== About this task ==
Leave out all images and set down the records exactly as given.

== Stored data ==
-=-=-=-=-
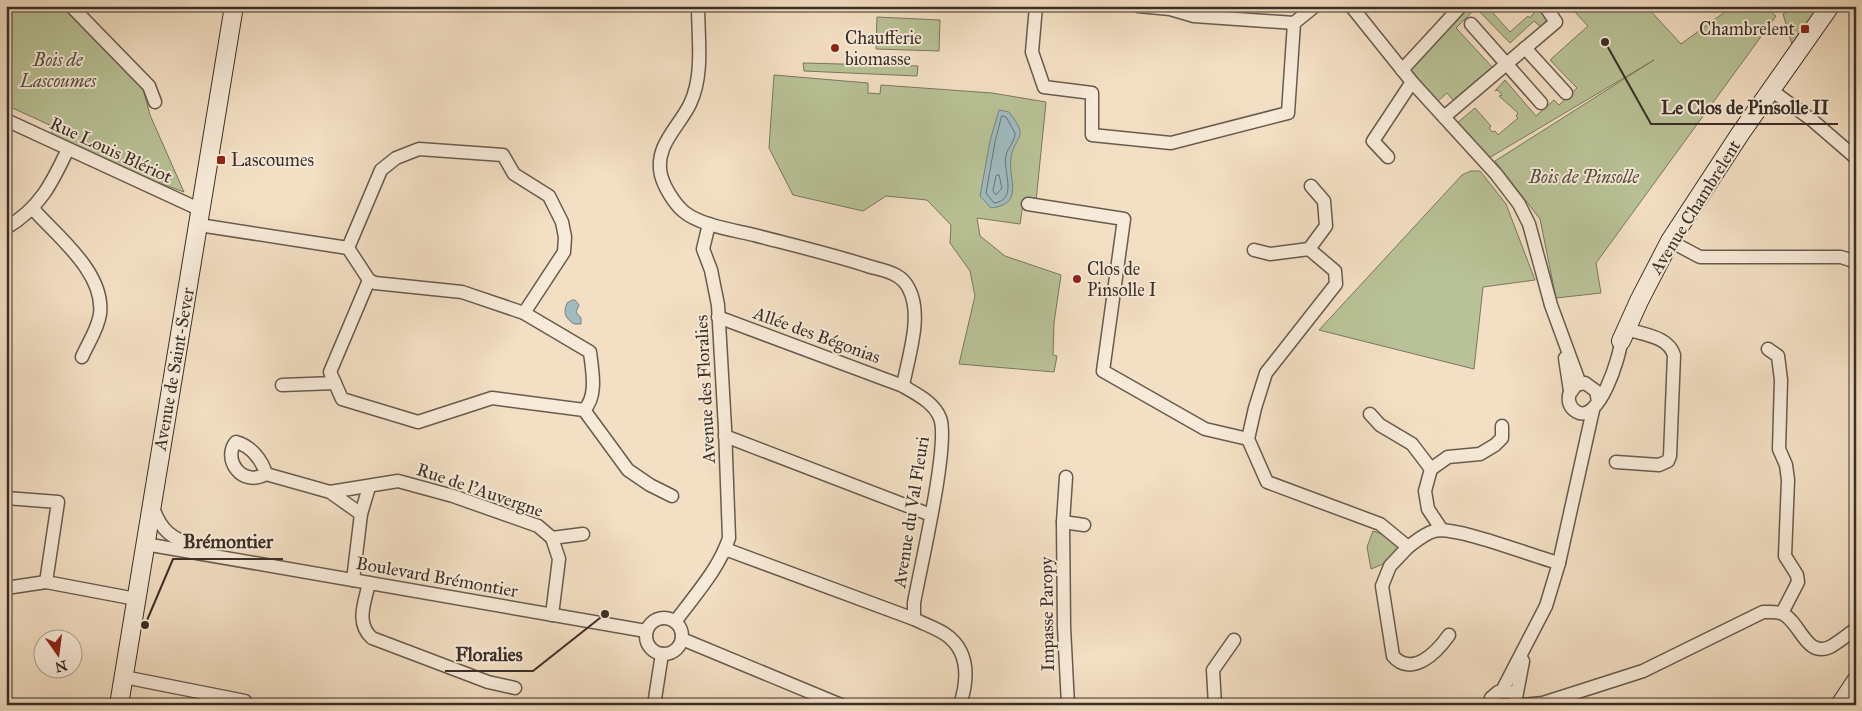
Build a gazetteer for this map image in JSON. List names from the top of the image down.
{
  "streets": {
    "main road": ["Avenue Chambrelent", "Avenue de Saint-Sever"],
    "street": [
      "Rue Louis Blériot",
      "Allée des Bégonias",
      "Avenue des Floralies",
      "Rue de l'Auvergne",
      "Avenue du Val Fleuri",
      "Boulevard Brémontier",
      "Impasse Paropy"
    ]
  },
  "crossings": [
    ["Rue Louis Blériot", "Avenue de Saint-Sever"],
    ["Allée des Bégonias", "Avenue des Floralies"],
    ["Allée des Bégonias", "Avenue du Val Fleuri"],
    ["Avenue de Saint-Sever", "Boulevard Brémontier"],
    ["Avenue des Floralies", "Boulevard Brémontier"],
    ["Rue de l'Auvergne", "Boulevard Brémontier"]
  ],
  "parks": ["Bois de Lascoumes", "Bois de Pinsolle"],
  "places": {
    "transit": ["Chambrelent", "Lascoumes"],
    "other": [
      "Le Clos de Pinsolle II",
      "Chaufferie biomasse",
      "Clos de Pinsolle I",
      "Floralies",
      "Brémontier"
    ]
  },
  "north": "bottom"
}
-=-=-=-=-
== Expected answer ==
Build a gazetteer for this map image in JSON. List names from the top of the image down.
{
  "streets": {
    "main road": ["Avenue Chambrelent", "Avenue de Saint-Sever"],
    "street": [
      "Rue Louis Blériot",
      "Allée des Bégonias",
      "Avenue des Floralies",
      "Rue de l'Auvergne",
      "Avenue du Val Fleuri",
      "Boulevard Brémontier",
      "Impasse Paropy"
    ]
  },
  "crossings": [
    ["Rue Louis Blériot", "Avenue de Saint-Sever"],
    ["Allée des Bégonias", "Avenue des Floralies"],
    ["Allée des Bégonias", "Avenue du Val Fleuri"],
    ["Avenue de Saint-Sever", "Boulevard Brémontier"],
    ["Avenue des Floralies", "Boulevard Brémontier"],
    ["Rue de l'Auvergne", "Boulevard Brémontier"]
  ],
  "parks": ["Bois de Lascoumes", "Bois de Pinsolle"],
  "places": {
    "transit": ["Chambrelent", "Lascoumes"],
    "other": [
      "Le Clos de Pinsolle II",
      "Chaufferie biomasse",
      "Clos de Pinsolle I",
      "Floralies",
      "Brémontier"
    ]
  },
  "north": "bottom"
}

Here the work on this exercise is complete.